→ AVAILABLE DATA
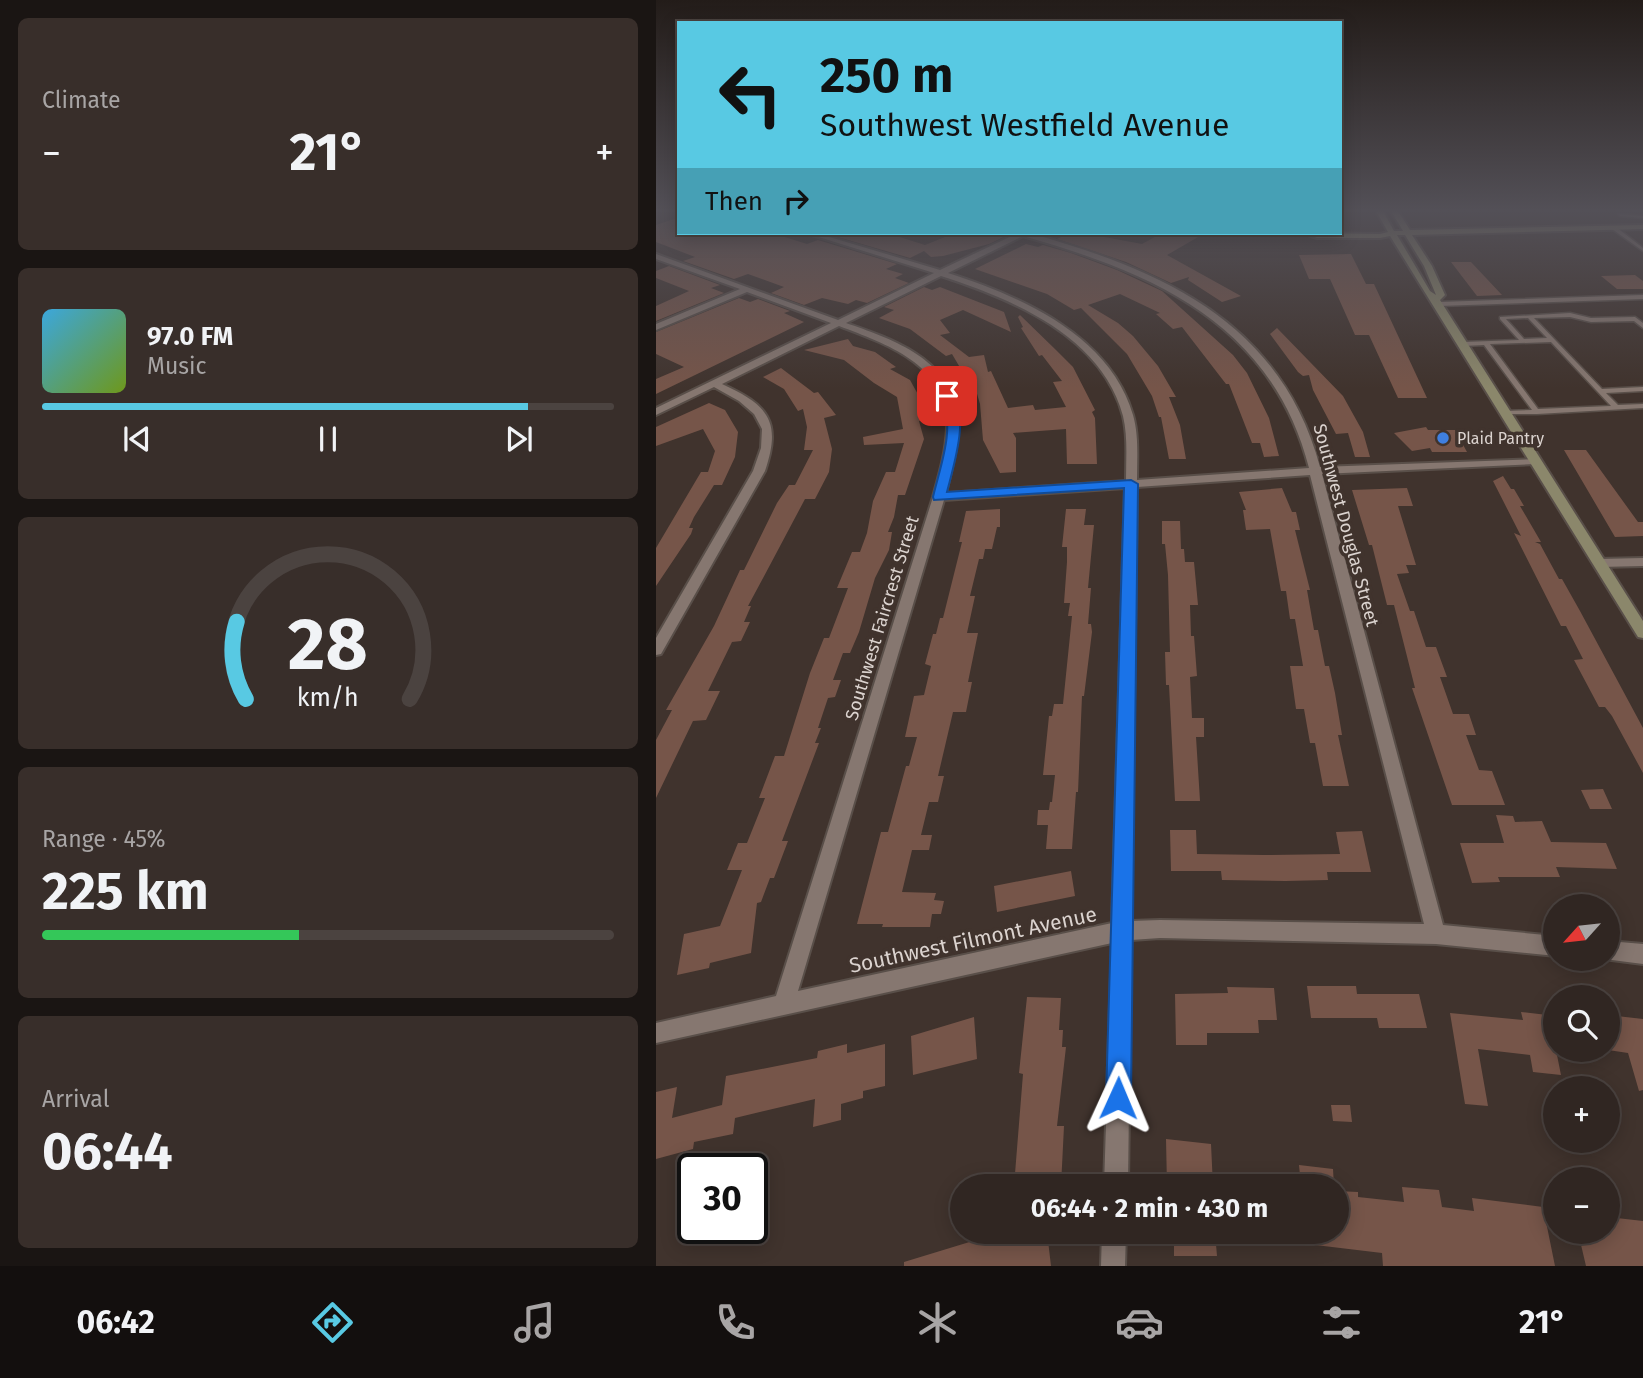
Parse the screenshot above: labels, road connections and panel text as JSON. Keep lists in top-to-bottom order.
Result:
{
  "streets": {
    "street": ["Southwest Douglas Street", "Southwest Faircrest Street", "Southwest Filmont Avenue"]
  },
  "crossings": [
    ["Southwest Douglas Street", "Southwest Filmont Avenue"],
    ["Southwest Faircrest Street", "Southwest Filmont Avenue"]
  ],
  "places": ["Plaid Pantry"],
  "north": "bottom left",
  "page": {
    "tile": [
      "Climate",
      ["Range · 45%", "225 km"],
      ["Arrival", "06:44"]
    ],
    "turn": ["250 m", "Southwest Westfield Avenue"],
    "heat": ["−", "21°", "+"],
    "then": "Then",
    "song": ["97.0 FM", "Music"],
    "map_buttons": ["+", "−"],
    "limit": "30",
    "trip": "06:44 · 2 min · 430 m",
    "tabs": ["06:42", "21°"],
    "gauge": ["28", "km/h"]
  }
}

→ YOUR OBJECTIVE
The records above must be copied exactly, with no pictures carried over.

→ SOLUTION TO THE PROBLEM
Parse the screenshot above: labels, road connections and panel text as JSON. Keep lists in top-to-bottom order.
Result:
{
  "streets": {
    "street": ["Southwest Douglas Street", "Southwest Faircrest Street", "Southwest Filmont Avenue"]
  },
  "crossings": [
    ["Southwest Douglas Street", "Southwest Filmont Avenue"],
    ["Southwest Faircrest Street", "Southwest Filmont Avenue"]
  ],
  "places": ["Plaid Pantry"],
  "north": "bottom left",
  "page": {
    "tile": [
      "Climate",
      ["Range · 45%", "225 km"],
      ["Arrival", "06:44"]
    ],
    "turn": ["250 m", "Southwest Westfield Avenue"],
    "heat": ["−", "21°", "+"],
    "then": "Then",
    "song": ["97.0 FM", "Music"],
    "map_buttons": ["+", "−"],
    "limit": "30",
    "trip": "06:44 · 2 min · 430 m",
    "tabs": ["06:42", "21°"],
    "gauge": ["28", "km/h"]
  }
}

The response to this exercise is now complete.